Each line from the start of the records through the line containing "height:10px; margin:-5px; padding:0" is to be transcribed exactly, and no other line is to be included.

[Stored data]
◇ ◇ ◇ ◇
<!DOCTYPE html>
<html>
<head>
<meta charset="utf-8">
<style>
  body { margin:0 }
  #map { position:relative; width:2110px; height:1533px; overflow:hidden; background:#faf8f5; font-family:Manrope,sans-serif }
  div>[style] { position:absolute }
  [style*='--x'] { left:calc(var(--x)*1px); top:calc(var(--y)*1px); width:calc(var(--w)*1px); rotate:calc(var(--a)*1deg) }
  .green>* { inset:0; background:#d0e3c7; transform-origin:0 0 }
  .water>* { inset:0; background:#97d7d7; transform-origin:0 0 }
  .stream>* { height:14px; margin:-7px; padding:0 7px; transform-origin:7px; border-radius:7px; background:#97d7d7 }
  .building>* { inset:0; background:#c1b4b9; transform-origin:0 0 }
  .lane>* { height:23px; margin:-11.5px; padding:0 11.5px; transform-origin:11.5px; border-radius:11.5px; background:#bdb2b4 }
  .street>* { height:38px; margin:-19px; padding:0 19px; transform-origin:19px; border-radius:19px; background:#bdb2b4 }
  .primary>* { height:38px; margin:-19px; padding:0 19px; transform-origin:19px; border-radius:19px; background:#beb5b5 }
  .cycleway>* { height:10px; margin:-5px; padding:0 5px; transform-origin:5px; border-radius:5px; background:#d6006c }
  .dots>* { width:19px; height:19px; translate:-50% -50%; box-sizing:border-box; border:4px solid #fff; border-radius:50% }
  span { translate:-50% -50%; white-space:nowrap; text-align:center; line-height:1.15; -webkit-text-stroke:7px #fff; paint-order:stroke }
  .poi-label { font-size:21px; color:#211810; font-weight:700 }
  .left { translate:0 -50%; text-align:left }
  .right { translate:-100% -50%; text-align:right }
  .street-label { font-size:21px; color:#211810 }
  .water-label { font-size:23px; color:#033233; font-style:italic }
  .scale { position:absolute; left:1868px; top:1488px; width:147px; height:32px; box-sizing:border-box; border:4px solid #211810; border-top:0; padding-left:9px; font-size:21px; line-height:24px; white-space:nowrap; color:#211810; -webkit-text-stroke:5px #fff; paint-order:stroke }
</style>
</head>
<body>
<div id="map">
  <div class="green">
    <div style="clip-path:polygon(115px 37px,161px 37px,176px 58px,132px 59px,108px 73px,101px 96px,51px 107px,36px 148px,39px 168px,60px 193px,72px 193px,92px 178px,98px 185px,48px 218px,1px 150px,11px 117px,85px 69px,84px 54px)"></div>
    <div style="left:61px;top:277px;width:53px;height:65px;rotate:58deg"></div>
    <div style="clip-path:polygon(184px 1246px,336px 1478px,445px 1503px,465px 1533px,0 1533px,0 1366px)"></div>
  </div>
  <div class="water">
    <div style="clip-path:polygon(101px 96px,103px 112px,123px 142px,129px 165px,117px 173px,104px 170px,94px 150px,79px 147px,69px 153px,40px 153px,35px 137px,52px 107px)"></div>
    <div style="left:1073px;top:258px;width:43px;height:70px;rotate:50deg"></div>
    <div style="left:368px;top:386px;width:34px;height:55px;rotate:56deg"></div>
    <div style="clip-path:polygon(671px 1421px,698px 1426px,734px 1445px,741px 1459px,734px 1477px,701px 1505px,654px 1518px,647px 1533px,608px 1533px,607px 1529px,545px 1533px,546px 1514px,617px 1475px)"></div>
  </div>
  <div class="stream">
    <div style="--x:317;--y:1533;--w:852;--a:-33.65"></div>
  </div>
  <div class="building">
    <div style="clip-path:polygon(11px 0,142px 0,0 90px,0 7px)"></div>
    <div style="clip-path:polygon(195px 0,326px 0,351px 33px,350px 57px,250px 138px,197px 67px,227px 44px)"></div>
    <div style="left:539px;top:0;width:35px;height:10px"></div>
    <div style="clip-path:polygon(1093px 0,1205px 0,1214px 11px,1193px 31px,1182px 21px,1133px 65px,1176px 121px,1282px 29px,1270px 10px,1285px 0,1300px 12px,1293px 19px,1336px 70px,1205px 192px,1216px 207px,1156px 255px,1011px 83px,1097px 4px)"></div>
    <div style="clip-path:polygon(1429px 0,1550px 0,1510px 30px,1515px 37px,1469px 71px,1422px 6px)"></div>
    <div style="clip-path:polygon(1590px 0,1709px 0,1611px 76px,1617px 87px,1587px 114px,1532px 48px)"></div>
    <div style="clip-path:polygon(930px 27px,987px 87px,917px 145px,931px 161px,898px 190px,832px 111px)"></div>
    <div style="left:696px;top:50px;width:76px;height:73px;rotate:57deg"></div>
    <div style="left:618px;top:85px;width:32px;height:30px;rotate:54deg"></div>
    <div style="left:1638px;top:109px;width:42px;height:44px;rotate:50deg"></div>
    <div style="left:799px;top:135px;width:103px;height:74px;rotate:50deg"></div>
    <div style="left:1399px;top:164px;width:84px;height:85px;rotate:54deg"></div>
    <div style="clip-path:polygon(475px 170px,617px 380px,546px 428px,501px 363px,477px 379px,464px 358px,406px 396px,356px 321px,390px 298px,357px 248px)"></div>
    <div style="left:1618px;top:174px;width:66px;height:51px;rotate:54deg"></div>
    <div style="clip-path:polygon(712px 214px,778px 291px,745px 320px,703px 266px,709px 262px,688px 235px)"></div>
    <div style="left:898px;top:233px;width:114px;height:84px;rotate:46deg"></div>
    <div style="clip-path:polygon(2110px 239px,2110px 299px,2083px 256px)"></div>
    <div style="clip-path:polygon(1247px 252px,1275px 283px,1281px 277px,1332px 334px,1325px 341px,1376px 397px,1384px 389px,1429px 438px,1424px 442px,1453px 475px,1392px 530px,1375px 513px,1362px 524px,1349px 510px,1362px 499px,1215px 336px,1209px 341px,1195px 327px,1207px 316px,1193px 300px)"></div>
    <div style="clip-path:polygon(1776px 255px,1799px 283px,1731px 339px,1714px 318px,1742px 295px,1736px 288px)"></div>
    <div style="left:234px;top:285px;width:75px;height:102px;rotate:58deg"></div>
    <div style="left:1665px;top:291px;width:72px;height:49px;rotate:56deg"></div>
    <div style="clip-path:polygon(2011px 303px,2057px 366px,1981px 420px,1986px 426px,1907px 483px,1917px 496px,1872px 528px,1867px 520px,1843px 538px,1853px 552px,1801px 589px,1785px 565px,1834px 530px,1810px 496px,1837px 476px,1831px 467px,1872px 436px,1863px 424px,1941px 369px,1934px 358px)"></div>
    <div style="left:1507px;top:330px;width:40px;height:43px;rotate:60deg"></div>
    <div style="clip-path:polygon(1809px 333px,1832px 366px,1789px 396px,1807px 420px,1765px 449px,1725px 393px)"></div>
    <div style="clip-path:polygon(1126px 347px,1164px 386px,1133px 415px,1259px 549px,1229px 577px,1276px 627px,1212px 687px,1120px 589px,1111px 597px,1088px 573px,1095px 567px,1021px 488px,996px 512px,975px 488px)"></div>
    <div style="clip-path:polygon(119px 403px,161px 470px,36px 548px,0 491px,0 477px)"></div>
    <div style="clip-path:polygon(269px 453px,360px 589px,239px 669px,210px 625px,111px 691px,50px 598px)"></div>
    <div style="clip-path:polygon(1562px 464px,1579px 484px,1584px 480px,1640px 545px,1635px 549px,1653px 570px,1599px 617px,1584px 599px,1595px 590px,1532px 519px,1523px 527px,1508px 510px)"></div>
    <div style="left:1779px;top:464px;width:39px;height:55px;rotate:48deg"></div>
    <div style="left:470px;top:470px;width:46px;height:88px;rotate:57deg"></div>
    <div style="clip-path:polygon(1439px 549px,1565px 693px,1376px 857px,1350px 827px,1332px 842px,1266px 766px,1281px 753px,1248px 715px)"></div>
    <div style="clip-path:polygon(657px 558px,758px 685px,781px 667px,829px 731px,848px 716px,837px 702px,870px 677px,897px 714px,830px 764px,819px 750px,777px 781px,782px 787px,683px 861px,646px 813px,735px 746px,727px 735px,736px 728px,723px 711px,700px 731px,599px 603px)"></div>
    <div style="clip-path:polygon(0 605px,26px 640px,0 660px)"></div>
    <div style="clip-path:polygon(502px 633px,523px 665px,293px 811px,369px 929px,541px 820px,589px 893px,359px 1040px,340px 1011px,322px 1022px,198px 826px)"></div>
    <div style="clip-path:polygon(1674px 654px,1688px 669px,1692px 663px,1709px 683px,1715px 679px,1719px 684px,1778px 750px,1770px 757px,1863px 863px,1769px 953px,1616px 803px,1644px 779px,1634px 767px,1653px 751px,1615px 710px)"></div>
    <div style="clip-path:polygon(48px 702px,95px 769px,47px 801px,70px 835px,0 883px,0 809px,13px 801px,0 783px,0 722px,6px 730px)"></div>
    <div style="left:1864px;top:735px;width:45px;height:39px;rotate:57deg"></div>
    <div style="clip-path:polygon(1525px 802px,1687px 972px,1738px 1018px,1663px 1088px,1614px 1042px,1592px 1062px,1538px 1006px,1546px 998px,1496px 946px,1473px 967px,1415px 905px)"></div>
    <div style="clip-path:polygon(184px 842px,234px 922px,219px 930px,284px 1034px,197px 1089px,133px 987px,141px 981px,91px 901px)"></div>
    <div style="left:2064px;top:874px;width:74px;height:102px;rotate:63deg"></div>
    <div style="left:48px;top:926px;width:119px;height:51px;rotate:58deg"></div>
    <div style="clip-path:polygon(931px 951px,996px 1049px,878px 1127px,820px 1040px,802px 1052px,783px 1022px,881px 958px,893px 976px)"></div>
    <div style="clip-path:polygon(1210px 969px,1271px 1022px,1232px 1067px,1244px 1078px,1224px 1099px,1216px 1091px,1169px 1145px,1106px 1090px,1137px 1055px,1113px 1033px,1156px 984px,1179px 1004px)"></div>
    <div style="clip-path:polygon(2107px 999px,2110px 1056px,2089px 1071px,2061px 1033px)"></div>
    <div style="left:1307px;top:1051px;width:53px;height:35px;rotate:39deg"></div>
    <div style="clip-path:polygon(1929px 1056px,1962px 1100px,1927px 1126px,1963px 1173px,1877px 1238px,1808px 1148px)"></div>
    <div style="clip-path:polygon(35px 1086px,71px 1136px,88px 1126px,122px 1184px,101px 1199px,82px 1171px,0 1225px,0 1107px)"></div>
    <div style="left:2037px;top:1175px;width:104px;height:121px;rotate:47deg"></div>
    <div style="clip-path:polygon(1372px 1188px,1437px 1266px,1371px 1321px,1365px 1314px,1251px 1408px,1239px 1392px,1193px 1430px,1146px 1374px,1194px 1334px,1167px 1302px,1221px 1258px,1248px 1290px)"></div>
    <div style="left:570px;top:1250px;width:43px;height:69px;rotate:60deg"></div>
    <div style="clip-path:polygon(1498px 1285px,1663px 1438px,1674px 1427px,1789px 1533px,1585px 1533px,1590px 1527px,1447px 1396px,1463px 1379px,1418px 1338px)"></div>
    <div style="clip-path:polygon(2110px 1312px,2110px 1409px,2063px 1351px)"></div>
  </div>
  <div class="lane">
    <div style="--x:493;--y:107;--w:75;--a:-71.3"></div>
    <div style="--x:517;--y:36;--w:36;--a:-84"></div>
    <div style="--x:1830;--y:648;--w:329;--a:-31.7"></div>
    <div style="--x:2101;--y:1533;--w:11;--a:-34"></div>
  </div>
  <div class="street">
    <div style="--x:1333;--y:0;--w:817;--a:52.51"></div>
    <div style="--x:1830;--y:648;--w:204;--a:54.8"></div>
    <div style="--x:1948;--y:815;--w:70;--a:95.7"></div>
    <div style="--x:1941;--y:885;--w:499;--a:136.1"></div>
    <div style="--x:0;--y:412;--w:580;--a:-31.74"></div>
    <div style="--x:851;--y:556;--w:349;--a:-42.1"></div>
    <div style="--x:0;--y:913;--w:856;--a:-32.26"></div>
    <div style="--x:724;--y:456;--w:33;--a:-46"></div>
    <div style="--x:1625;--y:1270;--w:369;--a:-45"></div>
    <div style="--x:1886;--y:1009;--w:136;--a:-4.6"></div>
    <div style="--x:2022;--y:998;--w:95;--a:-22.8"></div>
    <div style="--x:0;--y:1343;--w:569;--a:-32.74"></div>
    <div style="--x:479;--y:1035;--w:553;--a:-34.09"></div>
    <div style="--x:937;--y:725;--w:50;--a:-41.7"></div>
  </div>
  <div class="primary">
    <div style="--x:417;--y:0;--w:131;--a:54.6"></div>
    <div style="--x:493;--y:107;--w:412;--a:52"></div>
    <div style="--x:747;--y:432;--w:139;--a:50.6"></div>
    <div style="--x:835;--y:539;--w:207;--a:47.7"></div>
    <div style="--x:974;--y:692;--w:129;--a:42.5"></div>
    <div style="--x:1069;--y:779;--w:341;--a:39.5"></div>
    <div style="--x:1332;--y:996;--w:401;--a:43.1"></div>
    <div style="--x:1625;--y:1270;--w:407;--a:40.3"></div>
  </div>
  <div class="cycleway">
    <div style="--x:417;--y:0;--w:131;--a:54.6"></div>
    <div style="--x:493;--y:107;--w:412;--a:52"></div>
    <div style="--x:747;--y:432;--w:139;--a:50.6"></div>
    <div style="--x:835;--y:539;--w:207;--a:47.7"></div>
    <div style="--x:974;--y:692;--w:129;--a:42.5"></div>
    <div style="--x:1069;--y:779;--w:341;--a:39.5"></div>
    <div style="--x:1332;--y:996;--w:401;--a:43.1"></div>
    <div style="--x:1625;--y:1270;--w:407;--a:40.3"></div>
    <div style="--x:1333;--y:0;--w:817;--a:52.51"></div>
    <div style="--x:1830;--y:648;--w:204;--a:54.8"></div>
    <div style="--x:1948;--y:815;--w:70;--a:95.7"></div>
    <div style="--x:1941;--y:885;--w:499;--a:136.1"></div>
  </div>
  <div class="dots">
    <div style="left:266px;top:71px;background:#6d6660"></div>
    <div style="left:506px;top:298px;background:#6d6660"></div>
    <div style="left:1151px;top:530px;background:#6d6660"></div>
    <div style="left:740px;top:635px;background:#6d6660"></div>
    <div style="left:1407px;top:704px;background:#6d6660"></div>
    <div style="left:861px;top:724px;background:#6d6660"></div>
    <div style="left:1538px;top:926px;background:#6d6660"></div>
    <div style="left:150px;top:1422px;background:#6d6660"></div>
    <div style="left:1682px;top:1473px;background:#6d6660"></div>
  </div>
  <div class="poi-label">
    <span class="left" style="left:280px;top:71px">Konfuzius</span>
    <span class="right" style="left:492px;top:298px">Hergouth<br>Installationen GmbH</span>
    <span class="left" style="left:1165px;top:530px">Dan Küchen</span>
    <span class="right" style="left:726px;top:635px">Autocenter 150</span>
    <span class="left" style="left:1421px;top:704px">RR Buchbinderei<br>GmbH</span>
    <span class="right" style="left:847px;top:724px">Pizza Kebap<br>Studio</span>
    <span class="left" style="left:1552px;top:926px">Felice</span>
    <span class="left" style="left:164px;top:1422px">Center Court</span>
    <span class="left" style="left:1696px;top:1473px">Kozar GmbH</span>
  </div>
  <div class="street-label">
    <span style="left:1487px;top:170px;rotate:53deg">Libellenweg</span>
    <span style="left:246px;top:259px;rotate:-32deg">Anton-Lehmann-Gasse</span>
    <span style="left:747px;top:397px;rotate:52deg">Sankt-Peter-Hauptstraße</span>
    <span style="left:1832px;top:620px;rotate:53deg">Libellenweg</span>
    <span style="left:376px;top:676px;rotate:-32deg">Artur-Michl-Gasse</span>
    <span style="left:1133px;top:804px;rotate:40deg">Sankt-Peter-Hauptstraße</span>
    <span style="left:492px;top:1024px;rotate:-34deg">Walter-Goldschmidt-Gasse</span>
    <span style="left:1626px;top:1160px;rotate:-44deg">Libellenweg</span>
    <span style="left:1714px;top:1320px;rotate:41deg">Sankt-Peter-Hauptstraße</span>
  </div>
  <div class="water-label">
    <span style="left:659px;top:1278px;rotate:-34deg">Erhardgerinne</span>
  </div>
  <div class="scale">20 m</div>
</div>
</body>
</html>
◇ ◇ ◇ ◇
### Exercise answer
<!DOCTYPE html>
<html>
<head>
<meta charset="utf-8">
<style>
  body { margin:0 }
  #map { position:relative; width:2110px; height:1533px; overflow:hidden; background:#faf8f5; font-family:Manrope,sans-serif }
  div>[style] { position:absolute }
  [style*='--x'] { left:calc(var(--x)*1px); top:calc(var(--y)*1px); width:calc(var(--w)*1px); rotate:calc(var(--a)*1deg) }
  .green>* { inset:0; background:#d0e3c7; transform-origin:0 0 }
  .water>* { inset:0; background:#97d7d7; transform-origin:0 0 }
  .stream>* { height:14px; margin:-7px; padding:0 7px; transform-origin:7px; border-radius:7px; background:#97d7d7 }
  .building>* { inset:0; background:#c1b4b9; transform-origin:0 0 }
  .lane>* { height:23px; margin:-11.5px; padding:0 11.5px; transform-origin:11.5px; border-radius:11.5px; background:#bdb2b4 }
  .street>* { height:38px; margin:-19px; padding:0 19px; transform-origin:19px; border-radius:19px; background:#bdb2b4 }
  .primary>* { height:38px; margin:-19px; padding:0 19px; transform-origin:19px; border-radius:19px; background:#beb5b5 }
  .cycleway>* { height:10px; margin:-5px; padding:0 5px; transform-origin:5px; border-radius:5px; background:#d6006c }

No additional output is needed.